MSI-high was detected in 44 (44.0%) patients, MSI-low in 37 (37%), and microsatellite stable (MSS) in 19 (19.0%) patients (P=0.007). The baseline CTCs count (<4 cells/7mL blood) was reported in 39% of the patients, and CTCs ≥4 cells/7mL blood in 61% of the patients (P=0.028). Improved PFS and OS rates were associated significantly with MSI-high (P<0.001), decreased CTC levels during the course of treatment (P<0.001) and post-treatment CTCs (P=0.008). There was no significant association between MSI-high and PFS or OS in early-stage patients (P=0.187 and P=0.187; respectively); however, it was associated significantly with better PFS and OS in late-stage patients (P<0.001). Multivariate analysis showed that only a change in serial CTC levels is considered an independent prognostic factor for OS (P<0.012). Post-treatment CTCs level, serial CTCs level changes during the course of treatment, lymph nodes and distant metastasis were independent prognostic factors for PFS (P<0.001, P= 0.047, P=0.001 and P<0.001; respectively).
MSI and CTCs could be used as accurate, reliable and sensitive diagnostic and prognostic biomarkers for CRC patients' survival rates and outcomes.
微卫星不稳定性(MSI)和循环肿瘤细胞(CTCs)在结直肠癌(CRC)患者的诊断、预后及治疗中发挥着重要作用。
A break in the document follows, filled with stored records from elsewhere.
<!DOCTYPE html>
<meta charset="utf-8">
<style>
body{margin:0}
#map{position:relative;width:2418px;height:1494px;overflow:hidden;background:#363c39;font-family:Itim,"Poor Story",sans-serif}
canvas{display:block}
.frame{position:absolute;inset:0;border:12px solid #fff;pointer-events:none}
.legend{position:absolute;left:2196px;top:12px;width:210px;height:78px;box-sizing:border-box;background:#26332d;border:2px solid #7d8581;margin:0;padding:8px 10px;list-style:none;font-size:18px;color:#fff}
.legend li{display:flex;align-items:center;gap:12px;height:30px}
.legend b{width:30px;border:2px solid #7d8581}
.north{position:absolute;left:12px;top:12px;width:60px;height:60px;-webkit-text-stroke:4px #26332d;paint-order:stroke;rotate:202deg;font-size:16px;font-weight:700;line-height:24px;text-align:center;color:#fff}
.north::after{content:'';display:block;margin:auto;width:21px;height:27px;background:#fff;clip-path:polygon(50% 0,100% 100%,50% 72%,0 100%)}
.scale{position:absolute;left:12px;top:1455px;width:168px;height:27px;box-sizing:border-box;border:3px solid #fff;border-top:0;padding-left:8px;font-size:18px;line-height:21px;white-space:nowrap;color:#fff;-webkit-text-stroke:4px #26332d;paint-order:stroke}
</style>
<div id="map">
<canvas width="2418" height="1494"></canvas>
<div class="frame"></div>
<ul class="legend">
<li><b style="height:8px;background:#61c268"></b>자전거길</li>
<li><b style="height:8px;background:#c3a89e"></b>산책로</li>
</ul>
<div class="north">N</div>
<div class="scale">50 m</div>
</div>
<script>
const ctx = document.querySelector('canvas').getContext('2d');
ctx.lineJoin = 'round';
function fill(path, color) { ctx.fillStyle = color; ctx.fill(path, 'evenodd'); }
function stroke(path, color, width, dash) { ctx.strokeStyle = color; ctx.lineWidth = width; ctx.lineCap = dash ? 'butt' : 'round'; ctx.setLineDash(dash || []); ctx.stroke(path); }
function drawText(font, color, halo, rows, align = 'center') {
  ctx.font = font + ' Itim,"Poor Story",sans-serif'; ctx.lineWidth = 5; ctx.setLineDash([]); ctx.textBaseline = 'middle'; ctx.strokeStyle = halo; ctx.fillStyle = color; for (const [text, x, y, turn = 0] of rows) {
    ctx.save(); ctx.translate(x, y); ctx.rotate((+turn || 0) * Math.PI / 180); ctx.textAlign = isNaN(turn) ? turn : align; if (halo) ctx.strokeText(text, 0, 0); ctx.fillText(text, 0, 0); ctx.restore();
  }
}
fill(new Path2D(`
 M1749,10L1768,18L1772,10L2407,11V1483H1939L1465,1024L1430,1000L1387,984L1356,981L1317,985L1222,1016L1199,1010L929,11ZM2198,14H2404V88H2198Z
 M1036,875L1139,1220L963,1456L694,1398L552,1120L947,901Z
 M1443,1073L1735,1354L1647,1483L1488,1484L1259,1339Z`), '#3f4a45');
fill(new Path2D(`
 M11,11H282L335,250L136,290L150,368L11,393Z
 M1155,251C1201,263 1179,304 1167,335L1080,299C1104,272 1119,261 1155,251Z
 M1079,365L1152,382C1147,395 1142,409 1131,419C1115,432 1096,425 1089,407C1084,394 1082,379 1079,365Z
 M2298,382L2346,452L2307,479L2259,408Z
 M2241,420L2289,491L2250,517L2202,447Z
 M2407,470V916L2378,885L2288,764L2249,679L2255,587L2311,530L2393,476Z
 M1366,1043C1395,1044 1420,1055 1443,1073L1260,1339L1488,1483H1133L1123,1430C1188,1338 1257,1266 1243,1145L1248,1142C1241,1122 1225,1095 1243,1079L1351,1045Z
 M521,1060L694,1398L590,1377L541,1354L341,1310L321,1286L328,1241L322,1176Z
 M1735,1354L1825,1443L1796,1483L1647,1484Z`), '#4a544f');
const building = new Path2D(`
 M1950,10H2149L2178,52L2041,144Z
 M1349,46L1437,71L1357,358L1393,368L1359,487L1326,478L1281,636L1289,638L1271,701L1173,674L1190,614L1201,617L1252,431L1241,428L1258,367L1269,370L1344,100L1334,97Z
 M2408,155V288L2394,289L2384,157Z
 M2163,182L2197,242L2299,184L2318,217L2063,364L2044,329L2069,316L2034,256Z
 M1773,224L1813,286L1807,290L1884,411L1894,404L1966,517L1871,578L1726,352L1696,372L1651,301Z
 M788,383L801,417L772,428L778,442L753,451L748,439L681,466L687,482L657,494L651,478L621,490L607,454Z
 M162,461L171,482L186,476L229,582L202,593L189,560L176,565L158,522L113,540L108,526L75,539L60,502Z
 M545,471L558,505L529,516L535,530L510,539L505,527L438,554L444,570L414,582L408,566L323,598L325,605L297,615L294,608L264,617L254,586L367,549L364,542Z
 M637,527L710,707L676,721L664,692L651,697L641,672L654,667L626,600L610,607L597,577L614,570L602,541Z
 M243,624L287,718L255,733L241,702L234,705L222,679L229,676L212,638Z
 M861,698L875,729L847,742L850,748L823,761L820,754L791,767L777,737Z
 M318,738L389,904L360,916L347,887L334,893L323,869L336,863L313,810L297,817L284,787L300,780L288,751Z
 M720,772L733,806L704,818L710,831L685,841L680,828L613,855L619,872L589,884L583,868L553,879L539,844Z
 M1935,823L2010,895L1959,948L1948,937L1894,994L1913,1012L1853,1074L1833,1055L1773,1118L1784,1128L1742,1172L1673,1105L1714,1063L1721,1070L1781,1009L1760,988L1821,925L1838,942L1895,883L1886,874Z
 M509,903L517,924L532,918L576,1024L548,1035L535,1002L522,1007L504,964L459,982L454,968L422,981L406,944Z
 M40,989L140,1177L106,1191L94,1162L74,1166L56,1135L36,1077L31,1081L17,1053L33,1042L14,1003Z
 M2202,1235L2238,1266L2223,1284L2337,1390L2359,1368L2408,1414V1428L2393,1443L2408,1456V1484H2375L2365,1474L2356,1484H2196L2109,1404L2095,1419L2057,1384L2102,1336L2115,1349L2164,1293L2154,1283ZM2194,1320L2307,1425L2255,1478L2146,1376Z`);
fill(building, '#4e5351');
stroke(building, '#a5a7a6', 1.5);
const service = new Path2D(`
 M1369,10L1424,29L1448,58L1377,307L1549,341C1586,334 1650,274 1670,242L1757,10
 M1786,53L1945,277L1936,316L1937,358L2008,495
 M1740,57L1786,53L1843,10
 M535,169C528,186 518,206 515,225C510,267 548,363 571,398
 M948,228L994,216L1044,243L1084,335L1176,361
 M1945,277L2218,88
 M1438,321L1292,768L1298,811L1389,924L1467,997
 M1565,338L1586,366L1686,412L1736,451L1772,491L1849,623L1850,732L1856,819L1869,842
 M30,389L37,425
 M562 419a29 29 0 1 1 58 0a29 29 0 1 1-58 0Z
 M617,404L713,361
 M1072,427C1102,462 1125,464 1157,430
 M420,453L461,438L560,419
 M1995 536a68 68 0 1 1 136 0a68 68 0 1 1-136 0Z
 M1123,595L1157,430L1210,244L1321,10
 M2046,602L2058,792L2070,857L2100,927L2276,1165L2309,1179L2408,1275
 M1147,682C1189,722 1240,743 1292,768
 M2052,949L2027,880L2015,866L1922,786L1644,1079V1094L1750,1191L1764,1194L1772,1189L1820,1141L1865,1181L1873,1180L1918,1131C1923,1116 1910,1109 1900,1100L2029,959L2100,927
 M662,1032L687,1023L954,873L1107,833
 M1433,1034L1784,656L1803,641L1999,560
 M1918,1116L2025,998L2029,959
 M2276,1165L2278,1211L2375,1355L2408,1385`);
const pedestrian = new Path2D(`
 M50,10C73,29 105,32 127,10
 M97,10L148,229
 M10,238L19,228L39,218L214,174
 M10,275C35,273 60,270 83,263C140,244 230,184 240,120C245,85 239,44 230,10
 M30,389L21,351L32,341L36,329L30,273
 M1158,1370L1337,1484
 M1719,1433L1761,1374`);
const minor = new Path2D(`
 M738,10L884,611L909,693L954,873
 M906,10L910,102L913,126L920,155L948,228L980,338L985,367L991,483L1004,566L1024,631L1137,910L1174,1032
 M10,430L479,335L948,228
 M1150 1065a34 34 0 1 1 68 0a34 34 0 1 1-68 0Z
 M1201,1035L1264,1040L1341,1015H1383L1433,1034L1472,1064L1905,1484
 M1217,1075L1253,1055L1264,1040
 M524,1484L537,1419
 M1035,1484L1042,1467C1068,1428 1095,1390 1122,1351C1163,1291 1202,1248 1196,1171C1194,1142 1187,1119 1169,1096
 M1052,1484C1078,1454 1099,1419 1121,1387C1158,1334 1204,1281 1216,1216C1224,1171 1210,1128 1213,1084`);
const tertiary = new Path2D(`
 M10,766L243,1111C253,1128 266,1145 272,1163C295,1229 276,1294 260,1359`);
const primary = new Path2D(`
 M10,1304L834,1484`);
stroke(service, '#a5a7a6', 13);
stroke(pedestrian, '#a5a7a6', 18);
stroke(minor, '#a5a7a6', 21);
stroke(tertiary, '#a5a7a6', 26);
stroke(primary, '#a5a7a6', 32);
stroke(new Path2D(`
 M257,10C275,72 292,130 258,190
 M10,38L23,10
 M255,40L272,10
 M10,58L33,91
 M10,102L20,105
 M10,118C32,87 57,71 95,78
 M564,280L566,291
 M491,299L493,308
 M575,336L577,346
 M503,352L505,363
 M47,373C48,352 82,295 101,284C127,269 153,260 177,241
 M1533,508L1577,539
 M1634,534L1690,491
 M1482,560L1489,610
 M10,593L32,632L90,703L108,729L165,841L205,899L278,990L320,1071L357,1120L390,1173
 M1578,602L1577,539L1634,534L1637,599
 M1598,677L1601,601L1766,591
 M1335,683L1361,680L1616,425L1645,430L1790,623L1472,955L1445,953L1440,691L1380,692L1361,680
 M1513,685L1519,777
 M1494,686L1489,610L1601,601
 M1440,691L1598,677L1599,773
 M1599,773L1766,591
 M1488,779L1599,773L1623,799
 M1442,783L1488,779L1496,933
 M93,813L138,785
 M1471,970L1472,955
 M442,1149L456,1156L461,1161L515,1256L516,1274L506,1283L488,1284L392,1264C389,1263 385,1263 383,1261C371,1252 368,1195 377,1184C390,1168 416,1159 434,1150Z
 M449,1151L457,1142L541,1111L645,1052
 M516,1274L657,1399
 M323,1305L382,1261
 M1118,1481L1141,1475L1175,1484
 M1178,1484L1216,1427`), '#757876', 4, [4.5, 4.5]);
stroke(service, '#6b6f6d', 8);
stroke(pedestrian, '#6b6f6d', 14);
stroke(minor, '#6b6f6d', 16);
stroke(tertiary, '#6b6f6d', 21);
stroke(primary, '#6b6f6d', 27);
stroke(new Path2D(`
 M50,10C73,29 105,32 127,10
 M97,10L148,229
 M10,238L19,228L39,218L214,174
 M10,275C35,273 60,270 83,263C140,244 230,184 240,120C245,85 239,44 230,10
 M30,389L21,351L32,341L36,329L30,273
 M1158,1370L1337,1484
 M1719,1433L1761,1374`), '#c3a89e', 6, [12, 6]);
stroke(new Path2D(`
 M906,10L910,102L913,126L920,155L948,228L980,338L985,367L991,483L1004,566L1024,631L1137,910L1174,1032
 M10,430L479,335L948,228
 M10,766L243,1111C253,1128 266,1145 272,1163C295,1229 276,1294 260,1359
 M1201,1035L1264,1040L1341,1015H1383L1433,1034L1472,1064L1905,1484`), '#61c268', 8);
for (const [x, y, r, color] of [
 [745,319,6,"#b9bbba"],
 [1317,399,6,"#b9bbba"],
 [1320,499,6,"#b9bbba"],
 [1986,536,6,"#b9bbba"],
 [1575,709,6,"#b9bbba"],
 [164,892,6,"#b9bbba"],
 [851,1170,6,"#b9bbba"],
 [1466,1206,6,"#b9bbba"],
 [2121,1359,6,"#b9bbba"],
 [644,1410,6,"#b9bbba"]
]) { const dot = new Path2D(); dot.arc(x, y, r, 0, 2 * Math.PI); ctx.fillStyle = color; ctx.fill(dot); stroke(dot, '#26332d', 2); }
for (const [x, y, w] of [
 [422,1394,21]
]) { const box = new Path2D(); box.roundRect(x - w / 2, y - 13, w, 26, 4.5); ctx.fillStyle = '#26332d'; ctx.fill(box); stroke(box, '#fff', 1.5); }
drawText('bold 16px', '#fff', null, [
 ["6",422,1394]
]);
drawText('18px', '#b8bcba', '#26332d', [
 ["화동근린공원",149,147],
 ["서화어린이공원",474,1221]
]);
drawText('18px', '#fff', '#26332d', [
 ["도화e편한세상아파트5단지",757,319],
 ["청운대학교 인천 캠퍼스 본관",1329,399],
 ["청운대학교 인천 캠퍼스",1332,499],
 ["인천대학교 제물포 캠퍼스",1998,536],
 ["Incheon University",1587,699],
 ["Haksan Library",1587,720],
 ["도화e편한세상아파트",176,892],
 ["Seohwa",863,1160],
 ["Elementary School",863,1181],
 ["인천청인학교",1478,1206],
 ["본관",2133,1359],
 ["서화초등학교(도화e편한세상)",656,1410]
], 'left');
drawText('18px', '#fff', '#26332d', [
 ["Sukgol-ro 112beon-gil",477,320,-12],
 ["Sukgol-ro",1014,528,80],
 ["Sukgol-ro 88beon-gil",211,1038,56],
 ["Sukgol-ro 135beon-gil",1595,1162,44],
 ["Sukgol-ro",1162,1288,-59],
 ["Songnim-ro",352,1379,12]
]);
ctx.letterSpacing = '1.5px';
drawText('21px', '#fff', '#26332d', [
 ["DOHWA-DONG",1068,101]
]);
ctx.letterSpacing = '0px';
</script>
采用流式细胞术(FCM)和聚合酶链反应(PCR)扩增对100例CRC患者的血液及代表性肿瘤组织中的CTCs和MSI进行评估。将数据与患者的相关临床病理特征、无进展生存期(PFS)和总生存期(OS)率进行关联分析。
44例(44.0%)患者检测到MSI高,37例(37%)患者检测到MSI低,19例(19.0%)患者检测到微卫星稳定(MSS)(P = 0.007)。39%的患者基线CTCs计数(<4个细胞/7mL血液),61%的患者CTCs≥4个细胞/7mL血液(P = 0.028)。PFS和OS率的改善与MSI高显著相关(P<0.001),与治疗过程中CTCs水平降低(P<0.001)及治疗后CTCs相关(P = 0.008)。早期患者中MSI高与PFS或OS之间无显著关联(分别为P = 0.187和P = 0.187);然而,在晚期患者中其与更好的PFS和OS显著相关(P<0.001)。多因素分析显示,仅连续CTCs水平的变化被视为OS的独立预后因素(P<0.012)。治疗后CTCs水平、治疗过程中连续CTCs水平变化、淋巴结及远处转移是PFS的独立预后因素(分别为P<0.001、P = 0.047、P = 0.001和P<0.001)。
MSI和CTCs可作为CRC患者生存率和预后的准确、可靠且敏感的诊断及预后生物标志物。